Your answer should consist only of the line with "Francisco de Asís</span>" and the lines after it, reproduced exactly through the end of the entries below.

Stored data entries
================

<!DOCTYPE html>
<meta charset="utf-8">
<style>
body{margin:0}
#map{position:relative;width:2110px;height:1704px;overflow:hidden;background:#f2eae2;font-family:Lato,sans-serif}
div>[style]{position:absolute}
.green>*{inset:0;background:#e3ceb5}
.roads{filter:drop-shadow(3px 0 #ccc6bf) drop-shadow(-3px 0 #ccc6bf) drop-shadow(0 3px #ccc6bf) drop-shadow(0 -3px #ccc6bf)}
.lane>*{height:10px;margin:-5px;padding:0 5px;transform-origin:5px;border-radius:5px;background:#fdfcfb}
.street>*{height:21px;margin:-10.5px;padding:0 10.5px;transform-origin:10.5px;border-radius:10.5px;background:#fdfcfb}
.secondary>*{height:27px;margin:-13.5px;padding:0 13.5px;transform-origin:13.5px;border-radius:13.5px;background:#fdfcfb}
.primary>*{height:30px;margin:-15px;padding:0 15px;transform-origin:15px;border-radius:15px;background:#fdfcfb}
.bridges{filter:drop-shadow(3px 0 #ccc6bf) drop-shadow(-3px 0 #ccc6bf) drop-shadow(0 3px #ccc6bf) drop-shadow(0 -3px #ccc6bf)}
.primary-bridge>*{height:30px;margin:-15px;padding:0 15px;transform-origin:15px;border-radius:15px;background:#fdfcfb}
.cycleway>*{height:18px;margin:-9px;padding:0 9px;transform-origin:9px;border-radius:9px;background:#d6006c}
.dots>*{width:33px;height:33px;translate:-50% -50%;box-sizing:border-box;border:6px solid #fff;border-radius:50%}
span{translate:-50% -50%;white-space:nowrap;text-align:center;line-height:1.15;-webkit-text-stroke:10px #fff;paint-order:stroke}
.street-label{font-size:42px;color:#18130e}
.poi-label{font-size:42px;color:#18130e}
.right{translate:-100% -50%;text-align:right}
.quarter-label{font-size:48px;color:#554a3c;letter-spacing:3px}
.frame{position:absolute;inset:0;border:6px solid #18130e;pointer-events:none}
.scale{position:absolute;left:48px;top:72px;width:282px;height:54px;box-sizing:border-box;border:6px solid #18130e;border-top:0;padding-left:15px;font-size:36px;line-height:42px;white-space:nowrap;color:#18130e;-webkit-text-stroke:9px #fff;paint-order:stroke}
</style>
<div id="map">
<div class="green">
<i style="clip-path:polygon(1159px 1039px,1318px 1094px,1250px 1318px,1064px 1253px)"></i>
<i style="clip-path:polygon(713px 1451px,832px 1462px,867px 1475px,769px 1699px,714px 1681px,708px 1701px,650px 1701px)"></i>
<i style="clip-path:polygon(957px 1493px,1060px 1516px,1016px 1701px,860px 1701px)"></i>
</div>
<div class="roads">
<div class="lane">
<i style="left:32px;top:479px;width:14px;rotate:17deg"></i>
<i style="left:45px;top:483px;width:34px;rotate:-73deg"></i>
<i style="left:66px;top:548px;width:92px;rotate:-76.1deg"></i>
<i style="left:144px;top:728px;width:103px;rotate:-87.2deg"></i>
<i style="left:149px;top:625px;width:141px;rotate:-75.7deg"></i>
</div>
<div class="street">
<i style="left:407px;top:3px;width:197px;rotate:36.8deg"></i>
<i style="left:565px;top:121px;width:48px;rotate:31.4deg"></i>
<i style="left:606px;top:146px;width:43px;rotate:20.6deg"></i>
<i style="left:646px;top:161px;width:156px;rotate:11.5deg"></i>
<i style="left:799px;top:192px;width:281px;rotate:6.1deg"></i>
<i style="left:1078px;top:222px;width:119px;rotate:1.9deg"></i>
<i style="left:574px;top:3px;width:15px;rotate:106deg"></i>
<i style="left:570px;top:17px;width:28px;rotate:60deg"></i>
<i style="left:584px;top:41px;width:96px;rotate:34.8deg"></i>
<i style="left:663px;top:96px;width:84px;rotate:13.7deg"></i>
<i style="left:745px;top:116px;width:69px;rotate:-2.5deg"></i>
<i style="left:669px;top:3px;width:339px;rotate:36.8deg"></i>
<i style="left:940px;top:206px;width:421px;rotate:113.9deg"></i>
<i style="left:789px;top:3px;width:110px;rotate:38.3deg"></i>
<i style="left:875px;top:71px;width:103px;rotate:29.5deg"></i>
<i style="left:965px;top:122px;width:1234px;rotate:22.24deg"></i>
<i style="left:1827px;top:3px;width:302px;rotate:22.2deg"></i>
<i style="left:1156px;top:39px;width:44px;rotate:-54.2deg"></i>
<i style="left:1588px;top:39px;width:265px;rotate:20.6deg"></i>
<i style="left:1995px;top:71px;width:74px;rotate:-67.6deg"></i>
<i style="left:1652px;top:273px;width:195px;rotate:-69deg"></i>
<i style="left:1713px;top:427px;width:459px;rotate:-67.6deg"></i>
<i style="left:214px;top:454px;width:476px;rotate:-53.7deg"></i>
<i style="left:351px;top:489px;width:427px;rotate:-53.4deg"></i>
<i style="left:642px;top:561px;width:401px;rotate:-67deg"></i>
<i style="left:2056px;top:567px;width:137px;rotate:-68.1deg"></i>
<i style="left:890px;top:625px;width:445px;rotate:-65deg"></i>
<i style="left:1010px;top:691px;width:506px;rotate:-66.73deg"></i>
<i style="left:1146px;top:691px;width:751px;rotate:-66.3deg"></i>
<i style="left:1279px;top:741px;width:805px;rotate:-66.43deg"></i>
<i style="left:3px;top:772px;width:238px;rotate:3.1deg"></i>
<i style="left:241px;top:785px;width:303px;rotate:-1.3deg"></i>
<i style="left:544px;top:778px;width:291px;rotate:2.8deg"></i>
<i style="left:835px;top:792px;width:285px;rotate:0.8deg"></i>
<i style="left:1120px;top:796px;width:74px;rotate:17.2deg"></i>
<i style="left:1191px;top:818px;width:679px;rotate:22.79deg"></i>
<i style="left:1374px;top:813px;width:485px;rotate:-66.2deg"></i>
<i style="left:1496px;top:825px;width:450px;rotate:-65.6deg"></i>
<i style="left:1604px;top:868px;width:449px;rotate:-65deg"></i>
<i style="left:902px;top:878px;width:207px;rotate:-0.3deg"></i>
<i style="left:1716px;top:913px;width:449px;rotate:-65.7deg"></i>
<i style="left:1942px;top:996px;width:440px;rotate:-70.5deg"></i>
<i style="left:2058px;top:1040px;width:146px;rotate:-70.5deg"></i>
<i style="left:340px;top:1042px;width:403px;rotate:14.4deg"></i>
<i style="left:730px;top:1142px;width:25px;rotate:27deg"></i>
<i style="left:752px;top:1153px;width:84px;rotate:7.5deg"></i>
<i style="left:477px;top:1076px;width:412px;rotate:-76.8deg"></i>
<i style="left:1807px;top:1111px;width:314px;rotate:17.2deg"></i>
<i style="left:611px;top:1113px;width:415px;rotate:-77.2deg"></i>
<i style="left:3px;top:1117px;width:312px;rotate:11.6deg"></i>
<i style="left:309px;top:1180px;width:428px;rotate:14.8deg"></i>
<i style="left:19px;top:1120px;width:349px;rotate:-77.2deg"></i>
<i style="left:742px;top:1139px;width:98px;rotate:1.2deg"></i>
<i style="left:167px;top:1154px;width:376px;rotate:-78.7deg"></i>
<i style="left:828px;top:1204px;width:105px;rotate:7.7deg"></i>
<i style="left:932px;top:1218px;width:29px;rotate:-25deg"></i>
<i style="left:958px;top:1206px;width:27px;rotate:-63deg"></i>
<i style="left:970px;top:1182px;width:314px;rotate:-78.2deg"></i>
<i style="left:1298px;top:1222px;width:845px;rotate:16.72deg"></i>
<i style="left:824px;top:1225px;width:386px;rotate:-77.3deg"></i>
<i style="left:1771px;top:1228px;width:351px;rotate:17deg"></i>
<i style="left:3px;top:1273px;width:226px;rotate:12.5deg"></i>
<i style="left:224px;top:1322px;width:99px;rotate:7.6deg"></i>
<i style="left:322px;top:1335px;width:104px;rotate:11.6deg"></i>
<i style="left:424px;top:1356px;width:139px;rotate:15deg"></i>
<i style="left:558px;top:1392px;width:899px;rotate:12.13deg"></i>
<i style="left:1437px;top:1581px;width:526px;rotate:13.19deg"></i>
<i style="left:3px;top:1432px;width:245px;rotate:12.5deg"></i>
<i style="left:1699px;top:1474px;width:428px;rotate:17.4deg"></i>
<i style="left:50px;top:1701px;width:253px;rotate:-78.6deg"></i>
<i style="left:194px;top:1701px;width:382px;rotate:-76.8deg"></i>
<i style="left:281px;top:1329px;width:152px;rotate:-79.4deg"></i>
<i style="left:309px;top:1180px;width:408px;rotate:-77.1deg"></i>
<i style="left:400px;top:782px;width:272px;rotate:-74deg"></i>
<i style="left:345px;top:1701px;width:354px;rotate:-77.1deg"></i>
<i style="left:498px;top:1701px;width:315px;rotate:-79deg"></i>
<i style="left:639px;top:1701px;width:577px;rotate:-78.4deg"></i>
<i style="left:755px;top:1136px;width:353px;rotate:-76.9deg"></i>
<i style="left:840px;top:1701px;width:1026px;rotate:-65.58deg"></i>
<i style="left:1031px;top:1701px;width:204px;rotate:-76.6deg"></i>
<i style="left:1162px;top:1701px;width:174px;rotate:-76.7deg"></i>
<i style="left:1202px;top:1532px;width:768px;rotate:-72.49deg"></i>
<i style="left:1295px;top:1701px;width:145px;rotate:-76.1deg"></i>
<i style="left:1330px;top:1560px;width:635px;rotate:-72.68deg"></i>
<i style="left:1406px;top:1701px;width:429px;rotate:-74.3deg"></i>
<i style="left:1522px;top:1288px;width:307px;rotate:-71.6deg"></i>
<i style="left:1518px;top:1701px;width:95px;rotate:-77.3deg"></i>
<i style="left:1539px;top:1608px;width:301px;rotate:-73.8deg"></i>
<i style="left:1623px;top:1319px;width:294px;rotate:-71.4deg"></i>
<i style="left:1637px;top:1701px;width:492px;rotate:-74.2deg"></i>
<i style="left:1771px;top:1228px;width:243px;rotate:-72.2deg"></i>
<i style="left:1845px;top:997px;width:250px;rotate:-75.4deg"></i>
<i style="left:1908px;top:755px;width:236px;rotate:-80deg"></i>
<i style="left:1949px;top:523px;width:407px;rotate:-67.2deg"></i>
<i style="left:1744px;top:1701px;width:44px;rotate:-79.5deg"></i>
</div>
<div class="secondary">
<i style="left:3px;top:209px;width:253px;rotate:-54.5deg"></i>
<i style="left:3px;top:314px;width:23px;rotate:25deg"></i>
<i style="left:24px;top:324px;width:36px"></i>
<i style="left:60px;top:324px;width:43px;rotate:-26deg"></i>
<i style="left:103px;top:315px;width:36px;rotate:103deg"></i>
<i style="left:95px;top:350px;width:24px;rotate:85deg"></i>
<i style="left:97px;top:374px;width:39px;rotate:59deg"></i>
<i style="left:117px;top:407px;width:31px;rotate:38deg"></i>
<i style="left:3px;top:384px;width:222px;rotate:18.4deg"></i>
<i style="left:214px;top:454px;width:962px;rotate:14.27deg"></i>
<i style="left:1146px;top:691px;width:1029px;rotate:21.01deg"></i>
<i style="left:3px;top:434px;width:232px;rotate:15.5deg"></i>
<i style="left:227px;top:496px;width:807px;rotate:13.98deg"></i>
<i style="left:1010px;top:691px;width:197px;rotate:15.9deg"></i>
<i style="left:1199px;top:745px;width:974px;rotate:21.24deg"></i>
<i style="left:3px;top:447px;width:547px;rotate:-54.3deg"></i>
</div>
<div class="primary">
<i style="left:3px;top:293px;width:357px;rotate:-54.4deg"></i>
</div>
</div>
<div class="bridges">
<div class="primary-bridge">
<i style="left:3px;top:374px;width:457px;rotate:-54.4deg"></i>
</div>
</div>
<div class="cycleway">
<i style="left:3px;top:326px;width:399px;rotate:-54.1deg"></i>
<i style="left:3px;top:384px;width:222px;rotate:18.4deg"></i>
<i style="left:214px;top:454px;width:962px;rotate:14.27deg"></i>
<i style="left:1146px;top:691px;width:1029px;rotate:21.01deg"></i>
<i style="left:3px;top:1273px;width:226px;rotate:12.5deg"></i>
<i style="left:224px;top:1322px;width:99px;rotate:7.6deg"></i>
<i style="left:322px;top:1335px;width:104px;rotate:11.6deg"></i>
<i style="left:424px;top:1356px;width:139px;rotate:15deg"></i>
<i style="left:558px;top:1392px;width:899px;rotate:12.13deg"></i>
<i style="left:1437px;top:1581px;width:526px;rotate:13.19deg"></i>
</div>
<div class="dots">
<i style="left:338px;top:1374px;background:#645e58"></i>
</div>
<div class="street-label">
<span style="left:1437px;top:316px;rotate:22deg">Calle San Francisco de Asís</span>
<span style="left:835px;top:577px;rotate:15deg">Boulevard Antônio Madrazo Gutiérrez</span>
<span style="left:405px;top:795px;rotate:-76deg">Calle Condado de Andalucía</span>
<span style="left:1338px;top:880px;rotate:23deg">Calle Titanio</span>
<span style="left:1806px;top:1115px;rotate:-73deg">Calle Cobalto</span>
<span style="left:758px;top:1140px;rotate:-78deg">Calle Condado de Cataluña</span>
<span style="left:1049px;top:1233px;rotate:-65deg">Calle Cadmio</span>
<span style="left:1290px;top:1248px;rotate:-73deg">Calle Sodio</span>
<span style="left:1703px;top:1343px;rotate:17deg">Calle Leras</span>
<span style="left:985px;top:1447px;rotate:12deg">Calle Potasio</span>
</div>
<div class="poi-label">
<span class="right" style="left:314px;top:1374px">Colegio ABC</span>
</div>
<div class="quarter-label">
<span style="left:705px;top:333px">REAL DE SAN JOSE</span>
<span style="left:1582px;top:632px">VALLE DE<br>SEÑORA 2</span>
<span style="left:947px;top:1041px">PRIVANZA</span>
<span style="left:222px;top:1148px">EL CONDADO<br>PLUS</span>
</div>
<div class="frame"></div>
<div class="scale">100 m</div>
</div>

================

## [Task output]
<span style="left:1437px;top:316px;rotate:22deg">Calle San Francisco de Asís</span>
<span style="left:835px;top:577px;rotate:15deg">Boulevard Antônio Madrazo Gutiérrez</span>
<span style="left:405px;top:795px;rotate:-76deg">Calle Condado de Andalucía</span>
<span style="left:1338px;top:880px;rotate:23deg">Calle Titanio</span>
<span style="left:1806px;top:1115px;rotate:-73deg">Calle Cobalto</span>
<span style="left:758px;top:1140px;rotate:-78deg">Calle Condado de Cataluña</span>
<span style="left:1049px;top:1233px;rotate:-65deg">Calle Cadmio</span>
<span style="left:1290px;top:1248px;rotate:-73deg">Calle Sodio</span>
<span style="left:1703px;top:1343px;rotate:17deg">Calle Leras</span>
<span style="left:985px;top:1447px;rotate:12deg">Calle Potasio</span>
</div>
<div class="poi-label">
<span class="right" style="left:314px;top:1374px">Colegio ABC</span>
</div>
<div class="quarter-label">
<span style="left:705px;top:333px">REAL DE SAN JOSE</span>
<span style="left:1582px;top:632px">VALLE DE<br>SEÑORA 2</span>
<span style="left:947px;top:1041px">PRIVANZA</span>
<span style="left:222px;top:1148px">EL CONDADO<br>PLUS</span>
</div>
<div class="frame"></div>
<div class="scale">100 m</div>
</div>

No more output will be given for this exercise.